┌─ ENTRIES SHOWN

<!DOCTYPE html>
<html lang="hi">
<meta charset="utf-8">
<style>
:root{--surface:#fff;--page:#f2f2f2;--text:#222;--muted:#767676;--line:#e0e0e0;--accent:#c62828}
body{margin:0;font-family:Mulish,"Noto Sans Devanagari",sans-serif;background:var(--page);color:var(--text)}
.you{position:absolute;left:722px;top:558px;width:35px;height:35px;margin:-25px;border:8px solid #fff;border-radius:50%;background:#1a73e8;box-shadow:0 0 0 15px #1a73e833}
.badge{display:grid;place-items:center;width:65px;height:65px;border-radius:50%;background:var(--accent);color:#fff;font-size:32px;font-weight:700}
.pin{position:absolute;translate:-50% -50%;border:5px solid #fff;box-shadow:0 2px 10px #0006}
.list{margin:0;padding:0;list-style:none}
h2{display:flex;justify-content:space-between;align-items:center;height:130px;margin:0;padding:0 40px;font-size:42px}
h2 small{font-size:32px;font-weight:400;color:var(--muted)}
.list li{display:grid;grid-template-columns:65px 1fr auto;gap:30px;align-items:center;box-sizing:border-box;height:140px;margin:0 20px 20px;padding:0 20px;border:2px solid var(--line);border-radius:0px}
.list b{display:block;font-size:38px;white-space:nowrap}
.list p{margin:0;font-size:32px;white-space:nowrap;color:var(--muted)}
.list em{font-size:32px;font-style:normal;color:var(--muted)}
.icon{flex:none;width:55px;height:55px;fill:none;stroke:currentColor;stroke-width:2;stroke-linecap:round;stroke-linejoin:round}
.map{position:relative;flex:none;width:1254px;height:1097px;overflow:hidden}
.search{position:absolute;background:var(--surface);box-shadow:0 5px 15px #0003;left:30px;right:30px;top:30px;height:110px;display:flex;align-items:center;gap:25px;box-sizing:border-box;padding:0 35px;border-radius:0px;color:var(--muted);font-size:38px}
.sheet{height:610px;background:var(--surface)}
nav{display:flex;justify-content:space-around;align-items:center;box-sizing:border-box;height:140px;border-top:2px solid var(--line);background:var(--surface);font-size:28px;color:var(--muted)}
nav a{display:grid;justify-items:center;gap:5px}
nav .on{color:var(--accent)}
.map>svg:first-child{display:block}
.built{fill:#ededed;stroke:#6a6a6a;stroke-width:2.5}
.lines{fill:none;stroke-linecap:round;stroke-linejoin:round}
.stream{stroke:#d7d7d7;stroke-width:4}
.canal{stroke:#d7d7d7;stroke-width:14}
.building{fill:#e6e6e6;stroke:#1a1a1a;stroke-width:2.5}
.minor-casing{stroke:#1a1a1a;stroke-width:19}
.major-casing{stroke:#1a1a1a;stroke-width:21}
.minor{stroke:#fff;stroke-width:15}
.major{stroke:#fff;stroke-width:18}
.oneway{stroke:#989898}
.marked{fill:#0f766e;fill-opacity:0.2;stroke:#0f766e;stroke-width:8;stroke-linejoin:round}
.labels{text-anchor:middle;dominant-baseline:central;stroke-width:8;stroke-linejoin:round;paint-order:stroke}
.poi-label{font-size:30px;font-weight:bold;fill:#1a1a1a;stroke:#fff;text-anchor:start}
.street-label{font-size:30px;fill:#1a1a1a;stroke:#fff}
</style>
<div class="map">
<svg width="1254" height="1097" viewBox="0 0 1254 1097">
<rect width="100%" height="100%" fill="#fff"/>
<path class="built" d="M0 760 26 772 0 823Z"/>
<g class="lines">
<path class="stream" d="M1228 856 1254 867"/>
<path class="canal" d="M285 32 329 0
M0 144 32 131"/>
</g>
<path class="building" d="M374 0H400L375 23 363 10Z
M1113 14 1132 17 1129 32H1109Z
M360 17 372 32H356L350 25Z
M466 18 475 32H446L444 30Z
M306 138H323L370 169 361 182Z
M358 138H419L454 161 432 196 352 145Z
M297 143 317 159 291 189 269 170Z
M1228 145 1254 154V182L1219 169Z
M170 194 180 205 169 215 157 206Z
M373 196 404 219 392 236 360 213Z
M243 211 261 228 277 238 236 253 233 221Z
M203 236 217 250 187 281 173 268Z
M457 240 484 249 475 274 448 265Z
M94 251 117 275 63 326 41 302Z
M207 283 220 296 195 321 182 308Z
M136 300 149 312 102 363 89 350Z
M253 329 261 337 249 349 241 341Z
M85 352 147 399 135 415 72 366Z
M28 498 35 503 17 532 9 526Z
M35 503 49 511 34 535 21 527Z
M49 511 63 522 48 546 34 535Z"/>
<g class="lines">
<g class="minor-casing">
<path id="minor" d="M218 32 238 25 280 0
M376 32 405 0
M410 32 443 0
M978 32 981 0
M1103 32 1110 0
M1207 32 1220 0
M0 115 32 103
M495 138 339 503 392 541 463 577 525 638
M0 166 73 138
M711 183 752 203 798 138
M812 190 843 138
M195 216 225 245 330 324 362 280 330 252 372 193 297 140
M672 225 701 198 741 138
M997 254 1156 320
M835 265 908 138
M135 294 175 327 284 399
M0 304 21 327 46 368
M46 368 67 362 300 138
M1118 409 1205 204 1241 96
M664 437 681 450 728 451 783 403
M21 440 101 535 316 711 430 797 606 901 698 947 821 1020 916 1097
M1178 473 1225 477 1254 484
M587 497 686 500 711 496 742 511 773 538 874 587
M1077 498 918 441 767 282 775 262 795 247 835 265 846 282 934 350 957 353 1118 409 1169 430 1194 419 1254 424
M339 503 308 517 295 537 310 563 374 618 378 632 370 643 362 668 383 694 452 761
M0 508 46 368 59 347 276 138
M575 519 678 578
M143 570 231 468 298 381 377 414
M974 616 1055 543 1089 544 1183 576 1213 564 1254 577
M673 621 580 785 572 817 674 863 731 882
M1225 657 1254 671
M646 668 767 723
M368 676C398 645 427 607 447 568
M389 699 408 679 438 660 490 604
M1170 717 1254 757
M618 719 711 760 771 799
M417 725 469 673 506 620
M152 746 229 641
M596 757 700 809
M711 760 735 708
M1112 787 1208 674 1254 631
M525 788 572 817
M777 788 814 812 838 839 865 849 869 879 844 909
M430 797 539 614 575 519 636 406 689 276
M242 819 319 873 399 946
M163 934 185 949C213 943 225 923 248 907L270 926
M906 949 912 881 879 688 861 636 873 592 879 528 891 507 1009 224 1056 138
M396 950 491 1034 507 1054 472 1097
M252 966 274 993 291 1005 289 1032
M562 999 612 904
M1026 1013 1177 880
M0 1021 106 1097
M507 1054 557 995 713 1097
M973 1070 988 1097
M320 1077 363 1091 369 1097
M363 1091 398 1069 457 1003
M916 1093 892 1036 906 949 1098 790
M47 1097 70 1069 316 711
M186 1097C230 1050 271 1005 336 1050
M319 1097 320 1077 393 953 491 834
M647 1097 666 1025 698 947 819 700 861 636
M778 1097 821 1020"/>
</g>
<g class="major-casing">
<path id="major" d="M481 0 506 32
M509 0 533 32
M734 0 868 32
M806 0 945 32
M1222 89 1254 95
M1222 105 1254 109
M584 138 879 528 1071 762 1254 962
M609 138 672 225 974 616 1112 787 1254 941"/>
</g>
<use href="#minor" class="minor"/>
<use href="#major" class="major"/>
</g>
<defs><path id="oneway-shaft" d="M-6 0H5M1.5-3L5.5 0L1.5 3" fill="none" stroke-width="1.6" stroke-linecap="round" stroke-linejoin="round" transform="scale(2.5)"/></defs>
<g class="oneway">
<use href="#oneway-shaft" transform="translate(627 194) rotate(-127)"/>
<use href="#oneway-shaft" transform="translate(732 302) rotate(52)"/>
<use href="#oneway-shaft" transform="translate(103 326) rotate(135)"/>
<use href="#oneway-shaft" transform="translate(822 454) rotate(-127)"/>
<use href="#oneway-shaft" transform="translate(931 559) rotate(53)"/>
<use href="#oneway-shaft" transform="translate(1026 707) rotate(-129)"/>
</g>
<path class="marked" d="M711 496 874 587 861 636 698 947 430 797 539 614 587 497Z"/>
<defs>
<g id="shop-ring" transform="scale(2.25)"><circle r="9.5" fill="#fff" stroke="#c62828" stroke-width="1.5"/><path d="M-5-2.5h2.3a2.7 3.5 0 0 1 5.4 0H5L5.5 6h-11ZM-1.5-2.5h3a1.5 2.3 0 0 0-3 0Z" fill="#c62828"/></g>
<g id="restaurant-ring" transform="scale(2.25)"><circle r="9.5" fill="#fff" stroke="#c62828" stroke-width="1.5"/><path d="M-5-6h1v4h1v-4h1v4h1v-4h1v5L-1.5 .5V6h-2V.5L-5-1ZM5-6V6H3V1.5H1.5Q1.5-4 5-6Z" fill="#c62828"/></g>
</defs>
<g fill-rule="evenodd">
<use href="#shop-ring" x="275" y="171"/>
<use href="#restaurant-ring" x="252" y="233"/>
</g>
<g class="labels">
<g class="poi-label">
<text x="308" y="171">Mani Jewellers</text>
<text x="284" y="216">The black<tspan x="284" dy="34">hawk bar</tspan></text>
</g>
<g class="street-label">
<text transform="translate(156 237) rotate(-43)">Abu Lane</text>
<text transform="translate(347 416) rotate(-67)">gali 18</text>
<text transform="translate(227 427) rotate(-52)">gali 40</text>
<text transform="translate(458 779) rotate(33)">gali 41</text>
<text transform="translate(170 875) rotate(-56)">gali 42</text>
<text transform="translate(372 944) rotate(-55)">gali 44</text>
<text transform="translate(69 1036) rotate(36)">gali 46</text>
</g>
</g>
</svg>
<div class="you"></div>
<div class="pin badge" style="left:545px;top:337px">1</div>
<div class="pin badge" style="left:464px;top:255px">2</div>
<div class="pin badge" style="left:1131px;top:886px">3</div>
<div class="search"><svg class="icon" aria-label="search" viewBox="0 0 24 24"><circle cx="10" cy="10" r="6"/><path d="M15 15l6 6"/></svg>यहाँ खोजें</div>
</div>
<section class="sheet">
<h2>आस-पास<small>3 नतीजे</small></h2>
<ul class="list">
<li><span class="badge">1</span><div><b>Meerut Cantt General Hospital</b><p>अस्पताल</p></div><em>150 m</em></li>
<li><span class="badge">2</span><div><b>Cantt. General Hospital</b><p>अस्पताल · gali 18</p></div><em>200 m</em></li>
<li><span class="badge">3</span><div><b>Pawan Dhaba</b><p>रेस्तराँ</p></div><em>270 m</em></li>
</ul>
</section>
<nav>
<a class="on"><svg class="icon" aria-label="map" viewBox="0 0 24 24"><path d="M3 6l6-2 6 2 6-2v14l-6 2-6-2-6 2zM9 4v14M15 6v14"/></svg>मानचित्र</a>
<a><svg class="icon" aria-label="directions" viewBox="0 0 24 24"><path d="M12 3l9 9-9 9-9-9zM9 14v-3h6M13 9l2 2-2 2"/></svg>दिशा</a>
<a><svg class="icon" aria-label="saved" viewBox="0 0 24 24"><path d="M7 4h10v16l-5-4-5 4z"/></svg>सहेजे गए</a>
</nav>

└─

Among the records above, a stretch begins at the line containing "M360 17 372 32H356L350 25Z" and ends at the line containing "M587 497 686". Restate that stretch word for word, and nothing else.

RESPONSE FOR THIS EXERCISE:
M360 17 372 32H356L350 25Z
M466 18 475 32H446L444 30Z
M306 138H323L370 169 361 182Z
M358 138H419L454 161 432 196 352 145Z
M297 143 317 159 291 189 269 170Z
M1228 145 1254 154V182L1219 169Z
M170 194 180 205 169 215 157 206Z
M373 196 404 219 392 236 360 213Z
M243 211 261 228 277 238 236 253 233 221Z
M203 236 217 250 187 281 173 268Z
M457 240 484 249 475 274 448 265Z
M94 251 117 275 63 326 41 302Z
M207 283 220 296 195 321 182 308Z
M136 300 149 312 102 363 89 350Z
M253 329 261 337 249 349 241 341Z
M85 352 147 399 135 415 72 366Z
M28 498 35 503 17 532 9 526Z
M35 503 49 511 34 535 21 527Z
M49 511 63 522 48 546 34 535Z"/>
<g class="lines">
<g class="minor-casing">
<path id="minor" d="M218 32 238 25 280 0
M376 32 405 0
M410 32 443 0
M978 32 981 0
M1103 32 1110 0
M1207 32 1220 0
M0 115 32 103
M495 138 339 503 392 541 463 577 525 638
M0 166 73 138
M711 183 752 203 798 138
M812 190 843 138
M195 216 225 245 330 324 362 280 330 252 372 193 297 140
M672 225 701 198 741 138
M997 254 1156 320
M835 265 908 138
M135 294 175 327 284 399
M0 304 21 327 46 368
M46 368 67 362 300 138
M1118 409 1205 204 1241 96
M664 437 681 450 728 451 783 403
M21 440 101 535 316 711 430 797 606 901 698 947 821 1020 916 1097
M1178 473 1225 477 1254 484
M587 497 686 500 711 496 742 511 773 538 874 587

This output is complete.